Across the whole listing, filter for the string "service" and copy every line that has it.

### Input data
--------------------------------

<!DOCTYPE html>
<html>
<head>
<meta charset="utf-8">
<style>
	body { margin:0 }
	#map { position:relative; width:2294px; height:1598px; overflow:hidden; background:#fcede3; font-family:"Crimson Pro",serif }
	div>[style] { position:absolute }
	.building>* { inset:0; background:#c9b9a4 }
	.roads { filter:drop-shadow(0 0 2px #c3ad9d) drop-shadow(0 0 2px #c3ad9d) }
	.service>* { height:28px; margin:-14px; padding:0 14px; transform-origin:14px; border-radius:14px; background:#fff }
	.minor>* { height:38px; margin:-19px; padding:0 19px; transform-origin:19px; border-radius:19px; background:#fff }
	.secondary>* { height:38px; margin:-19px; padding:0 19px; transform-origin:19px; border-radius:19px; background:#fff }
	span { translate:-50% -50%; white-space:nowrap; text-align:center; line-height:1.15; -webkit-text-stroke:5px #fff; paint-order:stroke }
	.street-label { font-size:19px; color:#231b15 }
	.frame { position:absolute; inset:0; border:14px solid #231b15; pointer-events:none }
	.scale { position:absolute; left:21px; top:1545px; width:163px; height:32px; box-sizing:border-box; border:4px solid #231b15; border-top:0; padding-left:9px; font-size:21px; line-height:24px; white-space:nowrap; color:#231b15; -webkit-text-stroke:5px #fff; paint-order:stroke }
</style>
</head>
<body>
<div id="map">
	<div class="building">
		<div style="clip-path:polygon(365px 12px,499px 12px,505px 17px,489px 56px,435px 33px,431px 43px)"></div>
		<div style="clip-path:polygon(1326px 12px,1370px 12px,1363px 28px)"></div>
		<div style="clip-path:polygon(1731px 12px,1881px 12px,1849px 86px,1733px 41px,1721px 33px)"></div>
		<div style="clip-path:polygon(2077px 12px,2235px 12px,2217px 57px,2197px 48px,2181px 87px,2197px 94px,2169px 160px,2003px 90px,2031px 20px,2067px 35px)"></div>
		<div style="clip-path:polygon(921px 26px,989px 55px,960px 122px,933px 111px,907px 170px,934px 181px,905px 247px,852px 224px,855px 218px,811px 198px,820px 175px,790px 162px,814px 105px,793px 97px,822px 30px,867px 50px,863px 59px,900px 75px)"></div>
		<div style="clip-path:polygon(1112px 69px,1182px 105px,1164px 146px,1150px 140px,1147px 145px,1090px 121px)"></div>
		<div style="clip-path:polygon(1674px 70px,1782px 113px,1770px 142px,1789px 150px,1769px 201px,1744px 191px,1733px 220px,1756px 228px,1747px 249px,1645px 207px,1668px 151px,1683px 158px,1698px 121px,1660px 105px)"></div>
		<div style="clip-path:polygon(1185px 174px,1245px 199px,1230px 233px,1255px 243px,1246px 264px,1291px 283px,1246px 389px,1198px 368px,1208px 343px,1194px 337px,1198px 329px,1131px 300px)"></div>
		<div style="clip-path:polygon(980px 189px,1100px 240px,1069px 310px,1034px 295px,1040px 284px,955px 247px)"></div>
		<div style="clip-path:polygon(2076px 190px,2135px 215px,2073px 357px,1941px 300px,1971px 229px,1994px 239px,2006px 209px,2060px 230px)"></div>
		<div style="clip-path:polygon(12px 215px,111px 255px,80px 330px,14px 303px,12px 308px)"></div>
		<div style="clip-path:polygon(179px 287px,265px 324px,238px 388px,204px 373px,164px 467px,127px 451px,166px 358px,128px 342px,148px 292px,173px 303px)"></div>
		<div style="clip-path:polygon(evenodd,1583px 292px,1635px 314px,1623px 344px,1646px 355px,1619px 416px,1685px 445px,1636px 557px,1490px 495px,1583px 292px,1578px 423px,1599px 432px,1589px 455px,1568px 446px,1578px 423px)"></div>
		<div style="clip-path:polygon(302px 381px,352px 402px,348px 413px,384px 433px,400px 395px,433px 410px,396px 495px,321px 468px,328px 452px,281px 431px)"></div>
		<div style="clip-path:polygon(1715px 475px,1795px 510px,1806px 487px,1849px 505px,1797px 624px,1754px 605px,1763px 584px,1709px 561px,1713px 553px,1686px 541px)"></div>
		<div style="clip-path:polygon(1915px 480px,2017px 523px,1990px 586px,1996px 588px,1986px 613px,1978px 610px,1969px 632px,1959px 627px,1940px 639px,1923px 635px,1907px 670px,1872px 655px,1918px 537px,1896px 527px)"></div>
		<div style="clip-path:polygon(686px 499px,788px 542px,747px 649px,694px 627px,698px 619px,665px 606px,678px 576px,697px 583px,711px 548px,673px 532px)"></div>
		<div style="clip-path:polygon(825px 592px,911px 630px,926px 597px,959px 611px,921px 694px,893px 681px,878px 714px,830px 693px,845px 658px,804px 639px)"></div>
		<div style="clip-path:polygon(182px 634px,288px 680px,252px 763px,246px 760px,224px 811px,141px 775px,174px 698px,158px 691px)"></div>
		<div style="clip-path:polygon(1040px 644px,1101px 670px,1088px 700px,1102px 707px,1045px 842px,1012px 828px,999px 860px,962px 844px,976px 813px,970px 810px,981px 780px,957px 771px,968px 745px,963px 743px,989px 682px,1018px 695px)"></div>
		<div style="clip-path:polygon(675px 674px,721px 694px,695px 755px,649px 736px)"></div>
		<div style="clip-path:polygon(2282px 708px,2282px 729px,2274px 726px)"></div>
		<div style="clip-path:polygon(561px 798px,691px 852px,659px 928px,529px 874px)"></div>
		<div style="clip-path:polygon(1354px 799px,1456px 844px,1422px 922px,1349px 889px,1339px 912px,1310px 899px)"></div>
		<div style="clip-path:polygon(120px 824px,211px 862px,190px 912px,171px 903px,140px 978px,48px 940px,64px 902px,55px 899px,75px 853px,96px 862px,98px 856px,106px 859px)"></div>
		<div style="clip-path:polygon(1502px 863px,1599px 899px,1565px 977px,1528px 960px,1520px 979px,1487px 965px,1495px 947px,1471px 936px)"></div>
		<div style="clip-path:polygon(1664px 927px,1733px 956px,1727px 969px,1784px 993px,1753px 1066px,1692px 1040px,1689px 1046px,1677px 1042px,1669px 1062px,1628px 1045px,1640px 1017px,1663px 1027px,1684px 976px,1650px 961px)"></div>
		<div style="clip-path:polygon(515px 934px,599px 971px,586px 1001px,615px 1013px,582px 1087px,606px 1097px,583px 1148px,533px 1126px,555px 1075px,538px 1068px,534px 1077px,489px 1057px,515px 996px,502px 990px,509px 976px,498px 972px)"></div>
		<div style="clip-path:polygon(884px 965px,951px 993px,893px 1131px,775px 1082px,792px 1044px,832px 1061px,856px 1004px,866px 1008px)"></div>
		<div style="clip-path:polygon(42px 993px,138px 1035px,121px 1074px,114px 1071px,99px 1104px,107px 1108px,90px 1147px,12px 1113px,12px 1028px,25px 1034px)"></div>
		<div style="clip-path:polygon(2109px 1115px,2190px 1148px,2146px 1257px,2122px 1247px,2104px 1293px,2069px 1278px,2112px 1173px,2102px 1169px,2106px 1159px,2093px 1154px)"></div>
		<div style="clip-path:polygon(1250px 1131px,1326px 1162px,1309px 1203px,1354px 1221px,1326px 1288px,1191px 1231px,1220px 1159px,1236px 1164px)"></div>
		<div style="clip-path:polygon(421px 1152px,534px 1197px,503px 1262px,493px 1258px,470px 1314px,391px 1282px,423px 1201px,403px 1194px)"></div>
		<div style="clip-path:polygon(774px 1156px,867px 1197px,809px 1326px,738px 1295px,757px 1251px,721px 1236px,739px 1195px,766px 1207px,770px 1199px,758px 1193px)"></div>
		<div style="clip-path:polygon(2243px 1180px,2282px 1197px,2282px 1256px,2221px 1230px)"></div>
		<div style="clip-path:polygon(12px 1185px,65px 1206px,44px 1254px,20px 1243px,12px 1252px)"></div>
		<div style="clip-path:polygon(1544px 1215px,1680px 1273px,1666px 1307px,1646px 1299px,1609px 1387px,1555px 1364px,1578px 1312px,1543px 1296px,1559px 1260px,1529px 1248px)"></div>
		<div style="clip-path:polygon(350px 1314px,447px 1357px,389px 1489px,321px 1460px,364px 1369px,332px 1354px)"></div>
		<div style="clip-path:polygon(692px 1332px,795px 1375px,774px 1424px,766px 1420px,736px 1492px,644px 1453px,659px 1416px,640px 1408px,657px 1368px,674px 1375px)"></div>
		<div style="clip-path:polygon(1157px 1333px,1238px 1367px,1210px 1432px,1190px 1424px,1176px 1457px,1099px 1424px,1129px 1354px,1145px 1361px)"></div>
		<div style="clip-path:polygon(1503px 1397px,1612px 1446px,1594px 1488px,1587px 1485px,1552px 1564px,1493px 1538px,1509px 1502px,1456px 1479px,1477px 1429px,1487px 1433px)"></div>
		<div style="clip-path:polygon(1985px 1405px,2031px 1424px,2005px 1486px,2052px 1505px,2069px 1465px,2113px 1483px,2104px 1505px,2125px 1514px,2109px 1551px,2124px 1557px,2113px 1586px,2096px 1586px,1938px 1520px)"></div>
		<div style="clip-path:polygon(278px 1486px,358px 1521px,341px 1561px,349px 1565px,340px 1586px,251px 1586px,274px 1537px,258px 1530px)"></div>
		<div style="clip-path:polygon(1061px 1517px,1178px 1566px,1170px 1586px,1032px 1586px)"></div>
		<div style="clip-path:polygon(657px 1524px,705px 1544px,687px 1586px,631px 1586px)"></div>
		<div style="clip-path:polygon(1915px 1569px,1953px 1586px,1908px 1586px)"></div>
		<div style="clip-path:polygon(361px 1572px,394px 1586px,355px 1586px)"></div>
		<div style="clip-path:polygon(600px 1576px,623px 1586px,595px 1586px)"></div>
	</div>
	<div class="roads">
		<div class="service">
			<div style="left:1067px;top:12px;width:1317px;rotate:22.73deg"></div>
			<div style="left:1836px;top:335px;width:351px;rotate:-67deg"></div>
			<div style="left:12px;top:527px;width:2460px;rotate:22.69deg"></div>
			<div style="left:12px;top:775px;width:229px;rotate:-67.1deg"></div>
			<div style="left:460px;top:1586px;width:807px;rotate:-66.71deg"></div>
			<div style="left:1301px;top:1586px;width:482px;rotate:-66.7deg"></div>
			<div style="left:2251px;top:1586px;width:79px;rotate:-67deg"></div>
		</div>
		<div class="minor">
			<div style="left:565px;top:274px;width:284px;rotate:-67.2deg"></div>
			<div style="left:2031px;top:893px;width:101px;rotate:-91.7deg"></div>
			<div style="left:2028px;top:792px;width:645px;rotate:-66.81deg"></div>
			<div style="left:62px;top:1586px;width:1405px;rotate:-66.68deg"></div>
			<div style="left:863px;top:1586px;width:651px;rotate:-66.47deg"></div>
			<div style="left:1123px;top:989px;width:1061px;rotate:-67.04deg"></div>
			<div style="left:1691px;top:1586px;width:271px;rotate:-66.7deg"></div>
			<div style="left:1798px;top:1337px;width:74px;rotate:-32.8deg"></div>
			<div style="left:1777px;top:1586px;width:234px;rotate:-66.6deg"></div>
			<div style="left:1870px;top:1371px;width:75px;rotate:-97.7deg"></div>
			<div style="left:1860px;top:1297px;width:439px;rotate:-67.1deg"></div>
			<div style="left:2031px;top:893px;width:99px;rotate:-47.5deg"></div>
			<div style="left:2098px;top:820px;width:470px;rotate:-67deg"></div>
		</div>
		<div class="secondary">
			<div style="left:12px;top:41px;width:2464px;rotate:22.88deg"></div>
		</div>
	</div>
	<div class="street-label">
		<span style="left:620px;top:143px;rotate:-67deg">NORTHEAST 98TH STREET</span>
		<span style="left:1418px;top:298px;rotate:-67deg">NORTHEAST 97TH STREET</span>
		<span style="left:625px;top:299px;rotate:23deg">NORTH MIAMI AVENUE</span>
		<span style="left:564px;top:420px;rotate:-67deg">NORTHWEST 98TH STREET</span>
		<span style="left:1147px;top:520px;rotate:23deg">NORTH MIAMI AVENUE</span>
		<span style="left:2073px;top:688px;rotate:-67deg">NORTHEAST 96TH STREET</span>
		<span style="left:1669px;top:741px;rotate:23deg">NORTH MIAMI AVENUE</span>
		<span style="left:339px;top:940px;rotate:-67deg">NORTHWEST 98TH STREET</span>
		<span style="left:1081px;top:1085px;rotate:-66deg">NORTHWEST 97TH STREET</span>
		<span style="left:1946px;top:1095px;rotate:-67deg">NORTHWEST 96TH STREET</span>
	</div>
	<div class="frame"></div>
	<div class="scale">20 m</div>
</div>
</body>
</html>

--------------------------------

### Result
	.service>* { height:28px; margin:-14px; padding:0 14px; transform-origin:14px; border-radius:14px; background:#fff }
		<div class="service">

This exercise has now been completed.